Work request: Which lines below hold the word "this"? Report each one.

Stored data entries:
──────

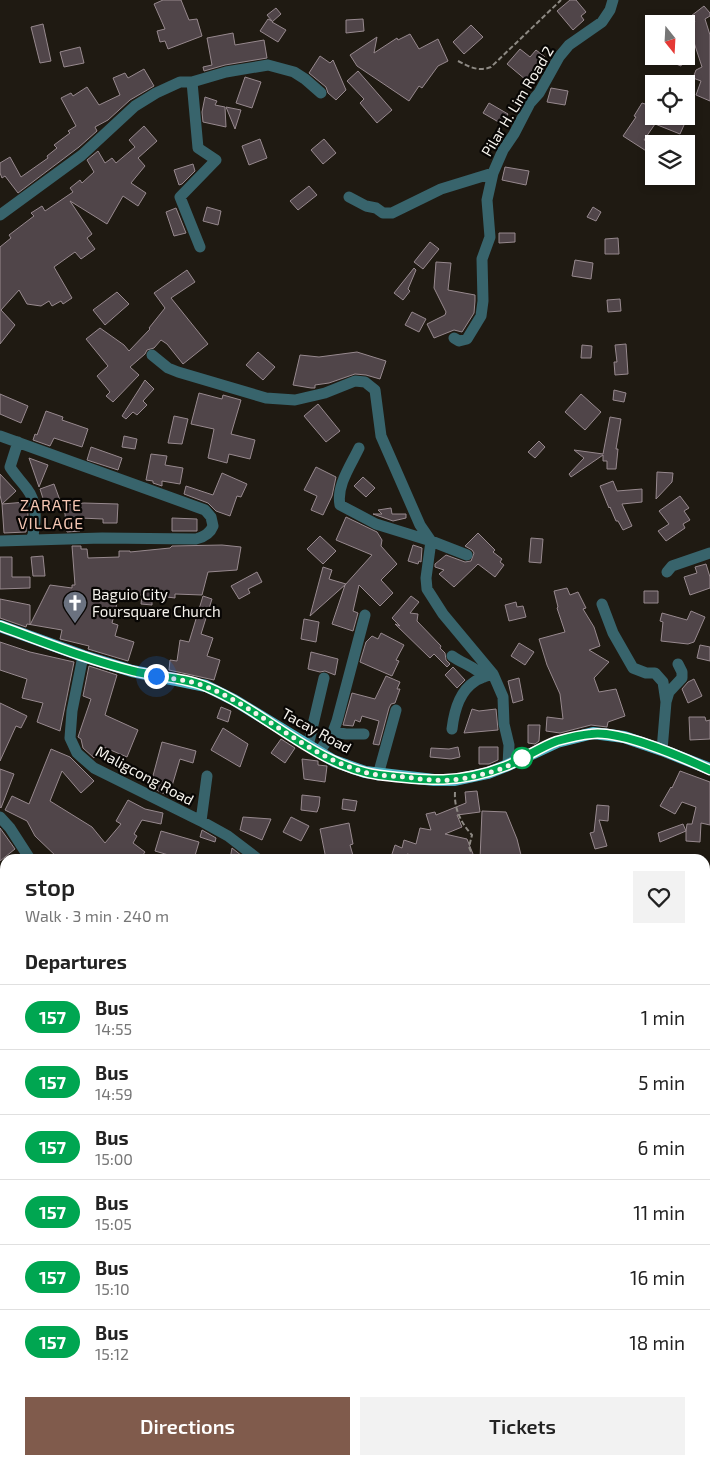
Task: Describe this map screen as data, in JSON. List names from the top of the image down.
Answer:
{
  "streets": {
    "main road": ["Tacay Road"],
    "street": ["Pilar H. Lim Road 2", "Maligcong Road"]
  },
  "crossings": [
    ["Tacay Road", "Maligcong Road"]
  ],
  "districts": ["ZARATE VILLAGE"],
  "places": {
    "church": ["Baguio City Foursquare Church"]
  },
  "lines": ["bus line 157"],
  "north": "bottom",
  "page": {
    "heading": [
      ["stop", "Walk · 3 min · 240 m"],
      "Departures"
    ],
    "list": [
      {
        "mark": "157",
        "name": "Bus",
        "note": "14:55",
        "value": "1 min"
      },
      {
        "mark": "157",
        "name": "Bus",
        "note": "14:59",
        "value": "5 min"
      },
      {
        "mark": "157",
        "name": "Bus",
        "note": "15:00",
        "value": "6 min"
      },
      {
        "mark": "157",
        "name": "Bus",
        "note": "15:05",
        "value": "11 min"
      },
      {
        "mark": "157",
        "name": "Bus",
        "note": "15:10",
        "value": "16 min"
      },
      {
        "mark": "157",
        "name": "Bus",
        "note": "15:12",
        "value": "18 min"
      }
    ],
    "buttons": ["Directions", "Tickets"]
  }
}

──────

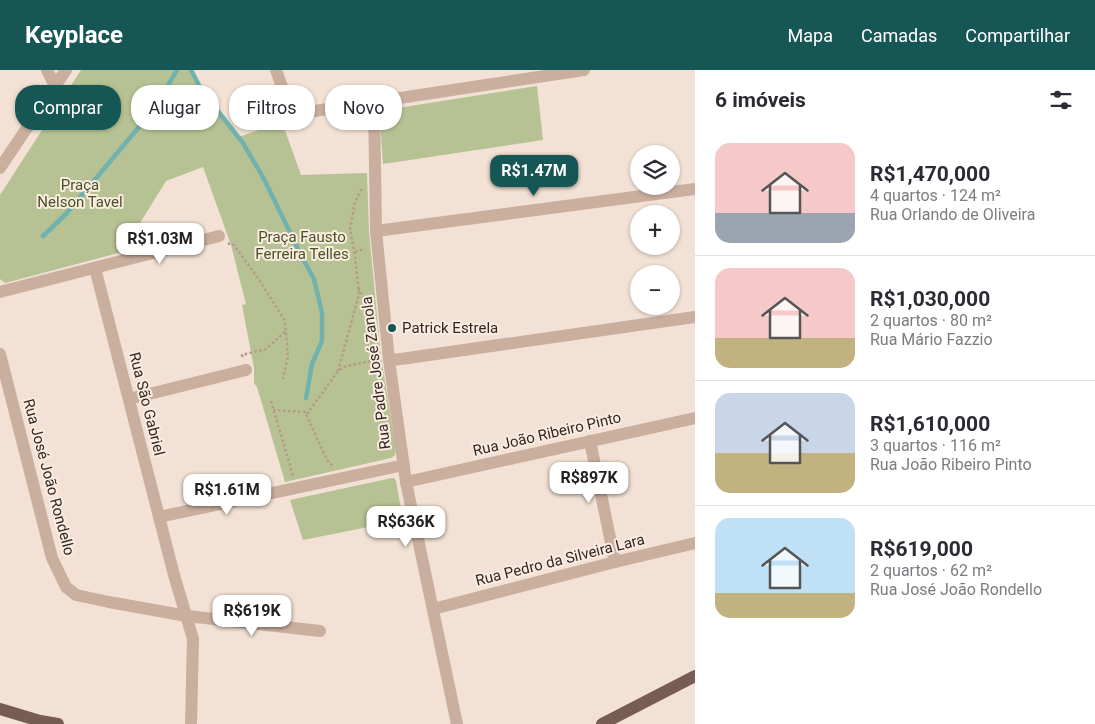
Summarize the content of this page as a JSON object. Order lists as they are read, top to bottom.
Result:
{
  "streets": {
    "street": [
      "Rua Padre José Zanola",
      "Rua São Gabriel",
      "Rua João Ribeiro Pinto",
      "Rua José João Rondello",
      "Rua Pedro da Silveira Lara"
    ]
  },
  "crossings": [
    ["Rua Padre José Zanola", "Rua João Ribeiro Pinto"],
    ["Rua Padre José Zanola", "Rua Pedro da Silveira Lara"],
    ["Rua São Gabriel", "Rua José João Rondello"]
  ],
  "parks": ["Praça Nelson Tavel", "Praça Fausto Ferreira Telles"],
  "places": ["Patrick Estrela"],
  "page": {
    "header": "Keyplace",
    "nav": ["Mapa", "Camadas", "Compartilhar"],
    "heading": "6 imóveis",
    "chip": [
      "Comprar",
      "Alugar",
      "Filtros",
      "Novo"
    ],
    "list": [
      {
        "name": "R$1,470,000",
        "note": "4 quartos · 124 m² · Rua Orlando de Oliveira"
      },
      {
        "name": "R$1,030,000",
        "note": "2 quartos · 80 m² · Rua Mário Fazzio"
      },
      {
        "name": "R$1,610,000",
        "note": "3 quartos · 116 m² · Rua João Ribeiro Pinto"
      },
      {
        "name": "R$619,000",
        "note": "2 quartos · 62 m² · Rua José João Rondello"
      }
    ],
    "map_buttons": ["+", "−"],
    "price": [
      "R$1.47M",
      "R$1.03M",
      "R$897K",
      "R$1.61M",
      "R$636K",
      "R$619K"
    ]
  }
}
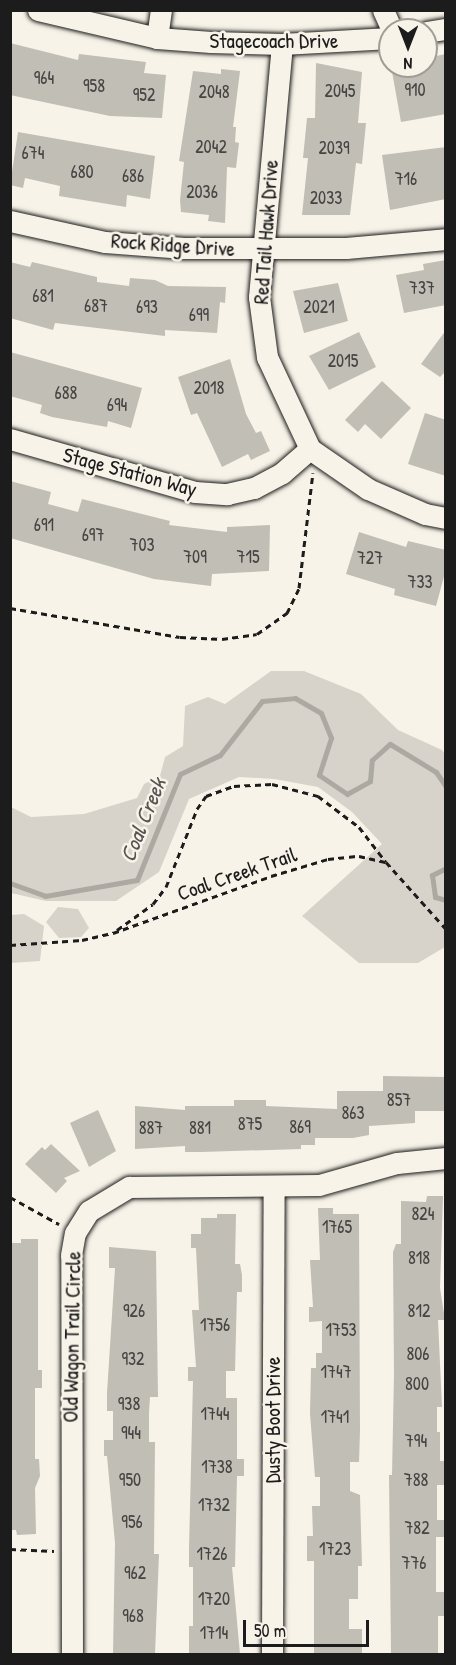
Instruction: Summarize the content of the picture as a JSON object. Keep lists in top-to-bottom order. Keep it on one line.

──────

Expected answer:
Task: Describe this map screen as data, in JSON. List names from the top of the image down.
Summarize the content of this page as a JSON object. Order lists as they are read, top to bottom.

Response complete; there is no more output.